The center was created in 2007 to coordinate research and education on energy-efficient transportation, with an emphasis on materials. “We’re capitalizing on the strengths of Northwestern — especially materials research,” Kung says. “We have faculty members making cars more lightweight without sacrificing safety, and we’d like to improve the efficiency of the power train of the car.”
Because McCormick hasn’t focused research on the internal combustion engine, the center focuses many of its efforts on future propulsion systems, like battery-powered vehicles. Kung and others are trying to improve battery efficiency in hopes of creating one that can completely power cars that have attributes (such as safety, range, power, size) that are comparable to conventional vehicles.

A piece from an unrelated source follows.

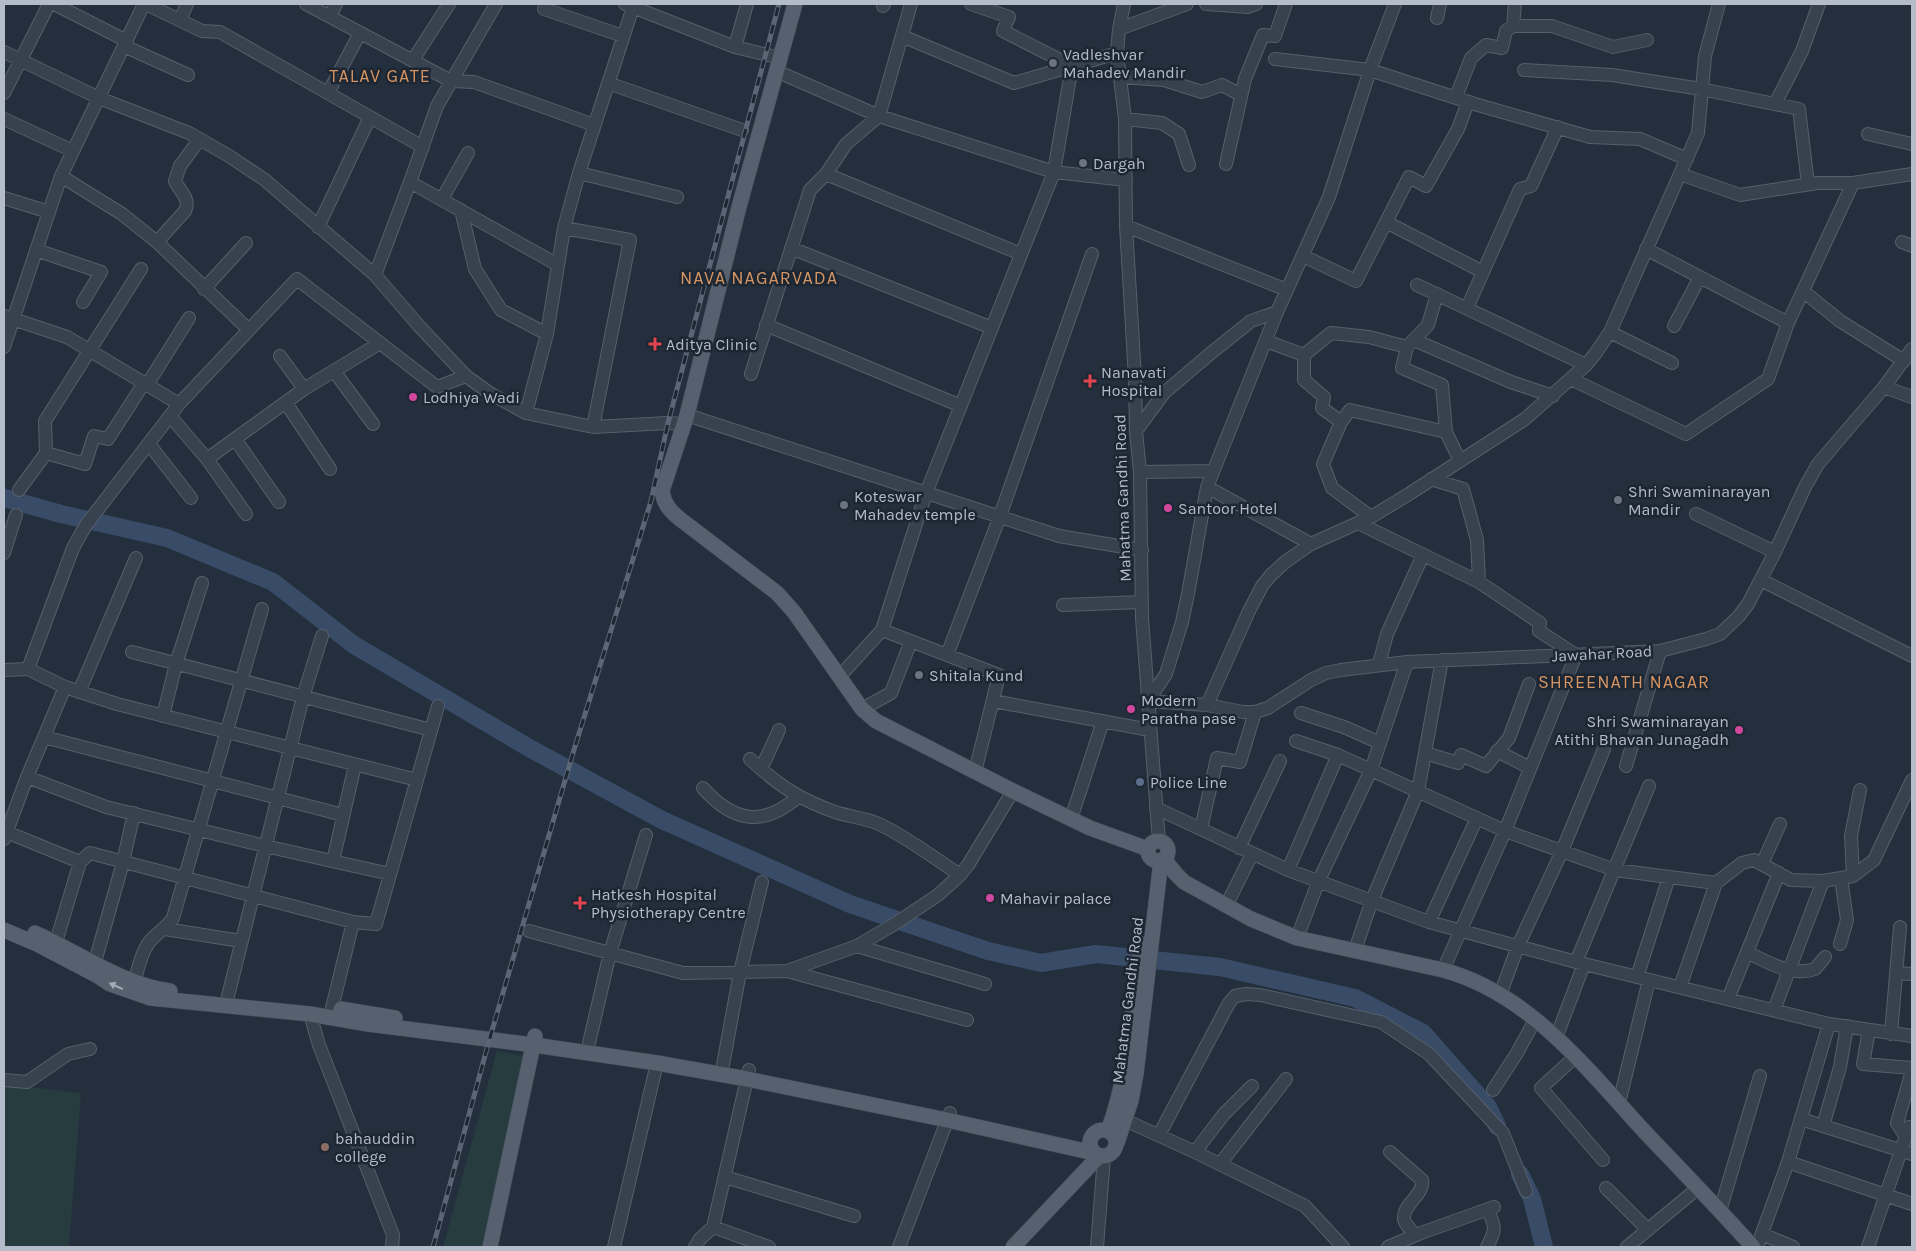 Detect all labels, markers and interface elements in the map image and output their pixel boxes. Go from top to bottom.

The efficiency of converting electricity into motion can be much higher than gasoline, but the most promising current rechargeable batteries — lithium ion batteries — are not competitive in cost, power, or energy densities. Kung is working to develop battery components to improve these. His research involves developing new materials for the battery components that store the charge. “One way to try to improve batteries is to change the components where the lithium goes in and out,” Kung says. “We’re researching those components and making them work in such a way that they can pack in 10 times the energy and run for 10 years without much degradation.” Kung has assembled a team that includes chris Wolverton, Mark Hersam, and Mike Bedzyk, professors of materials science and engineering, that has become part of Argonne National Laboratory’s Energy Frontier Research Center for Electrical Energy Storage: Tailored Interfaces.
The transition to an electric car society will take a few decades of research and infrastructure improvement, but Kung is optimistic that electric cars are the future of transportation — and he’s optimistic that Northwestern and McCormick can do their part in creating this new world. “We have the human resources to tackle this problem,” he says. “We can conduct research and have an education program that will both enhance awareness and reduce our dependencies on limited energy resources. We can capitalize on our strengths to reduce energy consumption in transportation. With good planning and good research and development, we’ll be able to achieve it in 30 or 40 years.”